This project provides a RESTful API for embedding and querying codebases. It enables users to download a GitHub repository, process the codebase, store it in a vector database, and query it for relevant information.
-
Embed Codebase:
- Downloads a GitHub repository using a URL.
- Processes and chunks the codebase.
- Stores the processed data in a vector database.
-
Query Codebase:
- Accepts a natural language query.
- Searches the vector database for the most relevant code chunks.
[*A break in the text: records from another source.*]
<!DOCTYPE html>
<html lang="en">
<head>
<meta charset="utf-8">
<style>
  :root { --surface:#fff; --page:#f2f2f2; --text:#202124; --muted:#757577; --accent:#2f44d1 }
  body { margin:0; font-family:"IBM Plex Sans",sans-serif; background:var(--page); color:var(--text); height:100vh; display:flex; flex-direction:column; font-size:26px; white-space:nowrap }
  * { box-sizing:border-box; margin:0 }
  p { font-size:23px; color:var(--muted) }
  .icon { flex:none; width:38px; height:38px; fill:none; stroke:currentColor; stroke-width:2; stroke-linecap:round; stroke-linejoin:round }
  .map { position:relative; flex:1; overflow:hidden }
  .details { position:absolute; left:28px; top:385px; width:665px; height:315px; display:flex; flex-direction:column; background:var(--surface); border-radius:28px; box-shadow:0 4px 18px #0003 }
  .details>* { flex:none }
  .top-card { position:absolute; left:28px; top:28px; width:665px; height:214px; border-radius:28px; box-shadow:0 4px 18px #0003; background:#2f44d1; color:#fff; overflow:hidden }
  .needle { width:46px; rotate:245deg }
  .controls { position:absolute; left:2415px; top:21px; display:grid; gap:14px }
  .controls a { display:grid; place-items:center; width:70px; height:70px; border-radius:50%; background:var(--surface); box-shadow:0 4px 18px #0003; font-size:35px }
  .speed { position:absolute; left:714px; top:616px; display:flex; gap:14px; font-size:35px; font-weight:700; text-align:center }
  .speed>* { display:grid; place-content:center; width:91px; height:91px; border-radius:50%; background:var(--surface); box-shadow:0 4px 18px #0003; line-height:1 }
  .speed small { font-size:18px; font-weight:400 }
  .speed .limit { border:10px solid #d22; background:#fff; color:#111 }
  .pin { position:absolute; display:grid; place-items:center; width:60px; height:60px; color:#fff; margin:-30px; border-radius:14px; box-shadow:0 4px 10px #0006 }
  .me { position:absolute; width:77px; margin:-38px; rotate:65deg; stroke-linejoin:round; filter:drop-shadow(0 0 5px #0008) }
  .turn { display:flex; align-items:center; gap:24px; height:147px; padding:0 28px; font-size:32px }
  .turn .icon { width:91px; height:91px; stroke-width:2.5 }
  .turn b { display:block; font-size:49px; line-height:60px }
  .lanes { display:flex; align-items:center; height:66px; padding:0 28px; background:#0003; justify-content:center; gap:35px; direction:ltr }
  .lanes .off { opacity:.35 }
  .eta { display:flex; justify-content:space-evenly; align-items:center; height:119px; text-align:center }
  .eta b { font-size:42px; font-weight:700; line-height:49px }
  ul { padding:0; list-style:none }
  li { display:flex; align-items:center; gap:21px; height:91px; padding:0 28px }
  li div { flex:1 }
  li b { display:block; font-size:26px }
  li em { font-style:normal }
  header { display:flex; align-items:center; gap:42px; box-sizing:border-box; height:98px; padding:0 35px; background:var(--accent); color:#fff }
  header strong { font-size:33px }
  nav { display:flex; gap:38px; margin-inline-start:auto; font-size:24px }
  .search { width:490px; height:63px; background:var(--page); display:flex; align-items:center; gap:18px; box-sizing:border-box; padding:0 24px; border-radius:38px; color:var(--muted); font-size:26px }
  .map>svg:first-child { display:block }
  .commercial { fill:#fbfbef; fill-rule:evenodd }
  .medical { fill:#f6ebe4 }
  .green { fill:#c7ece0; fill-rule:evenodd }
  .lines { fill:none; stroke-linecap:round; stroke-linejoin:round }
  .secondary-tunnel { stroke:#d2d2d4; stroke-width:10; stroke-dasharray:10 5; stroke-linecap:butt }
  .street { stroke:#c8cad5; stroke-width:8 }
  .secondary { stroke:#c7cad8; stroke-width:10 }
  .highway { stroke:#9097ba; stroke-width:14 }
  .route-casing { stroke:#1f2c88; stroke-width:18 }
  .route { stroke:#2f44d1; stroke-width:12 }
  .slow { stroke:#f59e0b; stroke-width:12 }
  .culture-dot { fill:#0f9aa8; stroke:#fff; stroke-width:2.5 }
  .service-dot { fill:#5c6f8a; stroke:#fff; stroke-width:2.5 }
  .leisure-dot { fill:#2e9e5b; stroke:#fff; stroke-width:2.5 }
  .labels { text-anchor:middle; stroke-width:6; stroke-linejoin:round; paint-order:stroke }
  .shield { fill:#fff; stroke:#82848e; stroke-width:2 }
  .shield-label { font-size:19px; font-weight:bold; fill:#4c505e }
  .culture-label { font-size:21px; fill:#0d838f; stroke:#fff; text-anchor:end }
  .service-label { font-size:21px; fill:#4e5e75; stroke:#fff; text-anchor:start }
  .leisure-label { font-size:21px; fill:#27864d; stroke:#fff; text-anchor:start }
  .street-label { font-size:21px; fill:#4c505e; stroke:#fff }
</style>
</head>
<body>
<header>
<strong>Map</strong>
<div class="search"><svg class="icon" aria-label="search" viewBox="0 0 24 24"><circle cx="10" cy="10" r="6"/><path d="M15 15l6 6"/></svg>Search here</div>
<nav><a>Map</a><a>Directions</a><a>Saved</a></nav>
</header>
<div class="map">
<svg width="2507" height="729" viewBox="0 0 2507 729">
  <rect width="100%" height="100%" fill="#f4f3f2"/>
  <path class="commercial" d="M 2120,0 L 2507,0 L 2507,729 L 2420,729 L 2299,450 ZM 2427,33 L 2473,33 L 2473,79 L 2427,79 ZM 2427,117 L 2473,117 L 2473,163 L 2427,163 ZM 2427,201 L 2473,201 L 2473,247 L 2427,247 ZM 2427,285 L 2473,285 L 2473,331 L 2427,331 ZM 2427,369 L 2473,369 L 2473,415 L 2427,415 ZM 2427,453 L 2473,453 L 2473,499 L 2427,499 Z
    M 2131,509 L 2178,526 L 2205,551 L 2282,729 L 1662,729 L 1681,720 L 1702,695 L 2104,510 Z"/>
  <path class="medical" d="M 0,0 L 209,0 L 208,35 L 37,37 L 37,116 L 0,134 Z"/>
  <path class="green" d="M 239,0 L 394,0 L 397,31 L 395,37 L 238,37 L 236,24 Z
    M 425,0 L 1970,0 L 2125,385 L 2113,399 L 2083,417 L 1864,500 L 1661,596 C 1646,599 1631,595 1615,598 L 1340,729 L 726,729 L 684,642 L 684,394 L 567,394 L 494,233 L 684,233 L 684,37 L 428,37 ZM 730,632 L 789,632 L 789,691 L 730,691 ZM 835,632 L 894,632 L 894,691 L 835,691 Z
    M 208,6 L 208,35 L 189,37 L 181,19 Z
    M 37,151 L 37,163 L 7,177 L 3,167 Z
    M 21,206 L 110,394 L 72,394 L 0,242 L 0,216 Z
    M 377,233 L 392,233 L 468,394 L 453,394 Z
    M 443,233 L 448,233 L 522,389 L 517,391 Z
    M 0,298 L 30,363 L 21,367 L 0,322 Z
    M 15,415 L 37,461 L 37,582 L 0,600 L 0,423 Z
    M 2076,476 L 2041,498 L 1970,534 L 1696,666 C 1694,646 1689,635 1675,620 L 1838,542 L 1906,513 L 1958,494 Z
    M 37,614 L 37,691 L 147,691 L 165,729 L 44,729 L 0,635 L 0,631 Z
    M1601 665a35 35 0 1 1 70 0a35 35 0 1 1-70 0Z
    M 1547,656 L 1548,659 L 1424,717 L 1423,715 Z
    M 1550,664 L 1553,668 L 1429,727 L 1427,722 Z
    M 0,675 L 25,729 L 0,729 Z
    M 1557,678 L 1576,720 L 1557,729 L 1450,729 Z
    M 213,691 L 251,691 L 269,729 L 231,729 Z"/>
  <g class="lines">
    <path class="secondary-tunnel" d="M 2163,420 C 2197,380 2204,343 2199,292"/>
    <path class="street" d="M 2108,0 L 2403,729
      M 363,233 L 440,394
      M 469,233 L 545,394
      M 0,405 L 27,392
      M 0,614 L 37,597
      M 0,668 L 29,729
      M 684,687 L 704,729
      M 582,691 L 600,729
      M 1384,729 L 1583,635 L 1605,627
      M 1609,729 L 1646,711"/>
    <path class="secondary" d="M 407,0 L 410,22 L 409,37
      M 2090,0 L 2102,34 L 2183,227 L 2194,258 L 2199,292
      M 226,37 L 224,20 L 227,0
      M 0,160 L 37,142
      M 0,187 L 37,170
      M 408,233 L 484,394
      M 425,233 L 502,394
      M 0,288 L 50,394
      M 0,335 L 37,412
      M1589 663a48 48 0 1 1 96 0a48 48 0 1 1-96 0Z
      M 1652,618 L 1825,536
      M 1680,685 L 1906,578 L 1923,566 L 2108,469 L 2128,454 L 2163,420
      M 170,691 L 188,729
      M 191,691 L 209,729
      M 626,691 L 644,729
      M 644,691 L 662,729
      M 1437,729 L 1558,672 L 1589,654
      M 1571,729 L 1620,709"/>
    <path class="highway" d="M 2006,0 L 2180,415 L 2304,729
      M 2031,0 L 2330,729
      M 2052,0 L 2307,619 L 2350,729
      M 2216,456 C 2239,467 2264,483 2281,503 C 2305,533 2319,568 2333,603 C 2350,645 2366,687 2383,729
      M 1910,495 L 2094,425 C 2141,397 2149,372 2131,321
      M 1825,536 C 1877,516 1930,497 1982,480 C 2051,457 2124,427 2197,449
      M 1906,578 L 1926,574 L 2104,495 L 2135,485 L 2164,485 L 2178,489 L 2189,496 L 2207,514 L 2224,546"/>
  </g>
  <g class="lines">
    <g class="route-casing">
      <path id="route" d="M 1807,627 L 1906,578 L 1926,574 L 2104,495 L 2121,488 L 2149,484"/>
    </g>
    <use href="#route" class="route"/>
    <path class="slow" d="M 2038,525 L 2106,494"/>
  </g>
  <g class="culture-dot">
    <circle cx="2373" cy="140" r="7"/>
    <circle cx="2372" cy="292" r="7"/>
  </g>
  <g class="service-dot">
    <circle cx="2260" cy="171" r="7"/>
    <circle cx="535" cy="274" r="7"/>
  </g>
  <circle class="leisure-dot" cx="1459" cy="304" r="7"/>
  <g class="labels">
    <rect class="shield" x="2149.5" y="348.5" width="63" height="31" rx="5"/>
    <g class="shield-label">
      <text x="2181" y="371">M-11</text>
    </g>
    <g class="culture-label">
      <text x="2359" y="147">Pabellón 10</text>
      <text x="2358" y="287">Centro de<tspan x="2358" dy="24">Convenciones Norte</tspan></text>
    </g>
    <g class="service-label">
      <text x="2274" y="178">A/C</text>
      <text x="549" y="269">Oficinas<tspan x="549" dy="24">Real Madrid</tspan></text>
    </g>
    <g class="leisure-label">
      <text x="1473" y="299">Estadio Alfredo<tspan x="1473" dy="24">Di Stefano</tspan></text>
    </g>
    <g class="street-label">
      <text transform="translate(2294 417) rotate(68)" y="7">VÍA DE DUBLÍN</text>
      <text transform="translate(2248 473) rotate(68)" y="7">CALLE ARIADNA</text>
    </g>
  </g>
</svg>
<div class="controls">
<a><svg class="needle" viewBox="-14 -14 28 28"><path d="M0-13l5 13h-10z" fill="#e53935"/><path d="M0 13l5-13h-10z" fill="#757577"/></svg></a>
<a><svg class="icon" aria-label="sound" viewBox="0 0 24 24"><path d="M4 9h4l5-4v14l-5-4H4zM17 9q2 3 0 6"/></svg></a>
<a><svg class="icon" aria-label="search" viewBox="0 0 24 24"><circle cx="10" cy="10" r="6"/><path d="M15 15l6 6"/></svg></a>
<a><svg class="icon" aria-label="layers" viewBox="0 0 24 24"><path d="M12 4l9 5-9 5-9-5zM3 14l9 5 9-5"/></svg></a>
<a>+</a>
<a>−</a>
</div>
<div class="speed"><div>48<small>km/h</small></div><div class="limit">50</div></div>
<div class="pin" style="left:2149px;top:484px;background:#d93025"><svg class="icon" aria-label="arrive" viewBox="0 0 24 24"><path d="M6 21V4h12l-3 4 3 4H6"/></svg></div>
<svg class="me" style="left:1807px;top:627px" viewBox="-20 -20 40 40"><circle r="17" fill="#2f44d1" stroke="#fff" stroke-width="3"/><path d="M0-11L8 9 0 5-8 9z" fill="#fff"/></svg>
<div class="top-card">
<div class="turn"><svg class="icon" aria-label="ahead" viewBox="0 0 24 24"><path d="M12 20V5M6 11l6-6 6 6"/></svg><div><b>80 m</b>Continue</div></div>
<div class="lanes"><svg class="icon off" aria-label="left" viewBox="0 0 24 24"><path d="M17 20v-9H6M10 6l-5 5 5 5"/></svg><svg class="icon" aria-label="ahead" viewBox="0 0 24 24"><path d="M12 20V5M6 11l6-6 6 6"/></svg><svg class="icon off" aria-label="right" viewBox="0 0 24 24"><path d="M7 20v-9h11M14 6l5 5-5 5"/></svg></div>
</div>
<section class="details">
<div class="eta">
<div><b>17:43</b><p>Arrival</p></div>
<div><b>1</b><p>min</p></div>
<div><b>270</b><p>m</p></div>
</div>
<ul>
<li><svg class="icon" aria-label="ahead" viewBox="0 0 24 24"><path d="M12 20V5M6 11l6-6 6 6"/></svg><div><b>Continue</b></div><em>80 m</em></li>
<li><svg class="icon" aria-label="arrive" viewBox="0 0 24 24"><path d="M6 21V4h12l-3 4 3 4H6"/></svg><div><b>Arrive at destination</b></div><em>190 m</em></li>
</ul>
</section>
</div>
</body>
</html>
- Returns the results for further processing.
- POST
/api/embed-codebase - Description: Downloads and processes a GitHub repository, embedding its code into a vector database.
- Request Body:
{ "repoUrl": "https://github.com/user/repository.git" } - Response:
{ "message": "Repository downloaded and code collected." }
- POST
/api/query - Description: Queries the vector database with a natural language query.
- Request Body:
{ "query": "What does the codebase do?", "folderName": "user_repository_timestamp" } - Response:
{ "response": [ /* relevant code chunks */ ] }
-
Clone the Repository:
git clone https://github.com/your-repo/codebase-embedding-api.git cd codebase-embedding-api -
Install Dependencies:
npm install
-
Build the Project:
npm run build
-
Start Server (TypeScript):
node dist/server.js
- Start the server:
npm run start
- Use an API client (like Postman or cURL) to interact with the endpoints.
- Node.js (v18+)
- NPM
- TypeScript
src/
├── server.ts # Main server file
├── utils.ts # Utility functions
├── code_service.ts # Code processing logic
├── chroma_db.ts # Vector database functions
cloned_codebases/ # Directory for downloaded repositories